Chuva de R$ 429 mil em BC transforma empresário em alvo da PF

Wednesday, 18 February 2026
Igor Paganini, do setor imobiliário, passou a ser investigado após arremessar mala do 30º andar durante operação policial na Dubai brasileira.
O que era para ser apenas um dia comum de fiscalização federal no litoral catarinense acabou em uma cena digna de cinema — e em um erro estratégico que custou caro a um empresário paranaense radicado em Santa Catarina. Igor Paganini, de 40 anos, figura conhecida no mercado imobiliário da região, conseguiu a proeza de entrar no radar da Polícia Federal (PF) justamente ao tentar se livrar de uma prova que os agentes sequer sabiam que existia.
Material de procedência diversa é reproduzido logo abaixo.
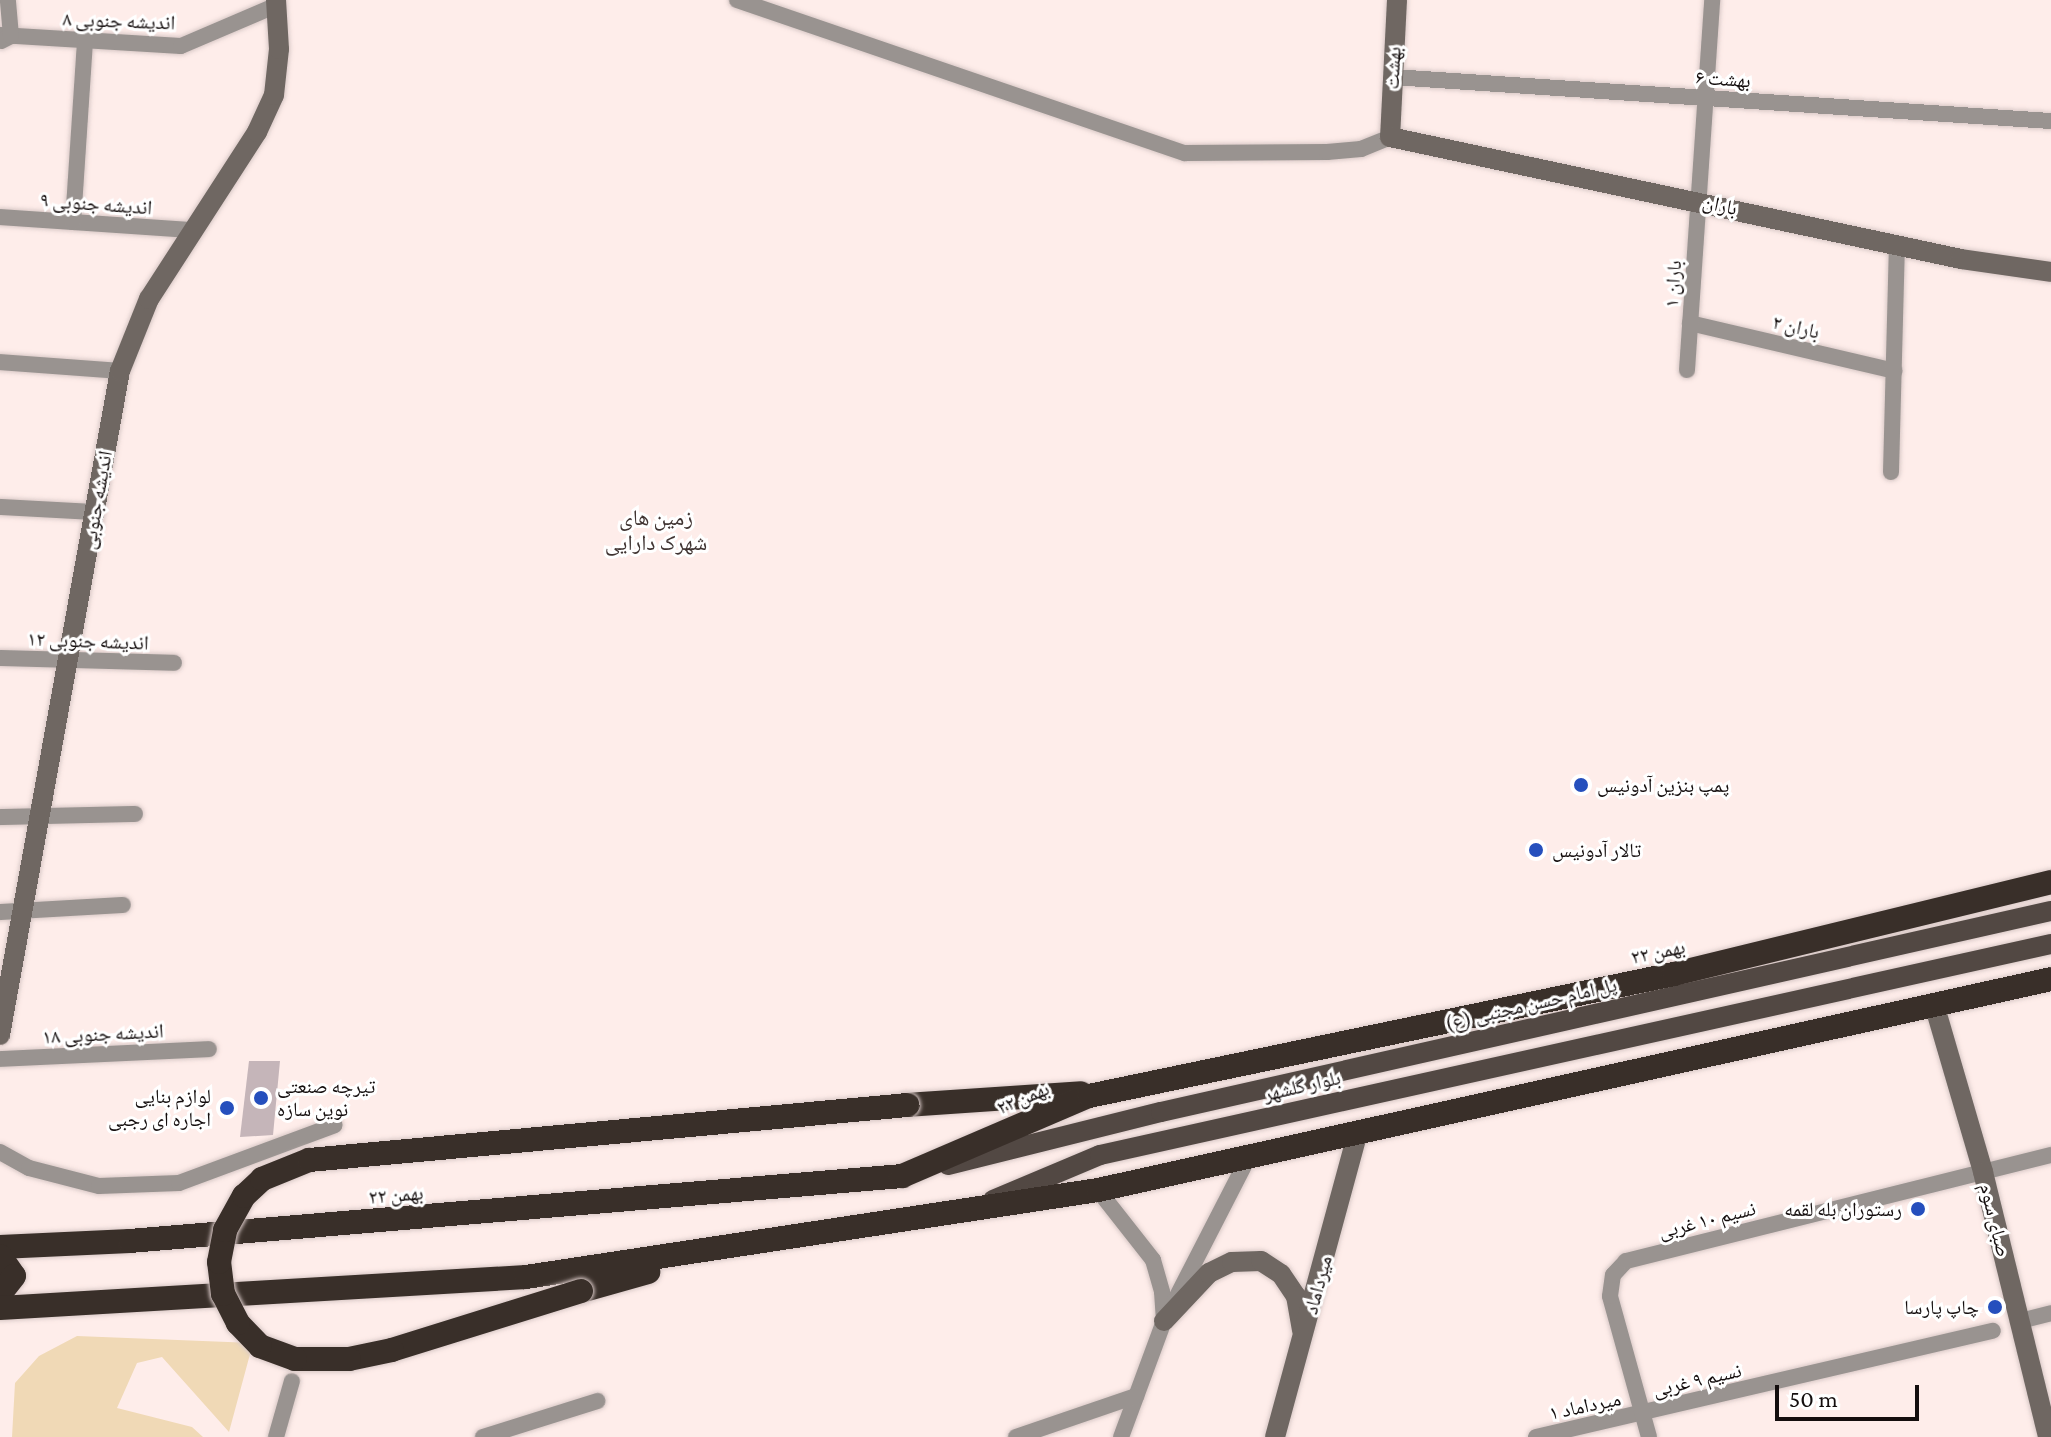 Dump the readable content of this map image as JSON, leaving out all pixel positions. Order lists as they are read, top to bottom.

A ironia do caso chama a atenção: a PF estava no luxuoso edifício em Balneário Camboriú para cumprir um mandado de busca contra outro morador, em uma investigação que envolve o Rioprevidência e o Banco Master. Paganini não era o alvo inicial da operação. No entanto, ao perceber a presença dos policiais no prédio, o empresário arremessou uma mala contendo R$ 429 mil em espécie pela janela do 30º andar.
Do 30º andar direto para o inquérito policial
A "manobra" não surtiu o efeito desejado. A mala caiu no prédio vizinho e foi rapidamente interceptada pelos agentes. Se antes Igor não possuía pendências diretas com a Operação Barco de Papel, o ato de jogar quase meio milhão de reais pela janela garantiu a ele um lugar de destaque nas investigações. Além do montante em cédulas, a Polícia Federal apreendeu o celular do empresário para perícia.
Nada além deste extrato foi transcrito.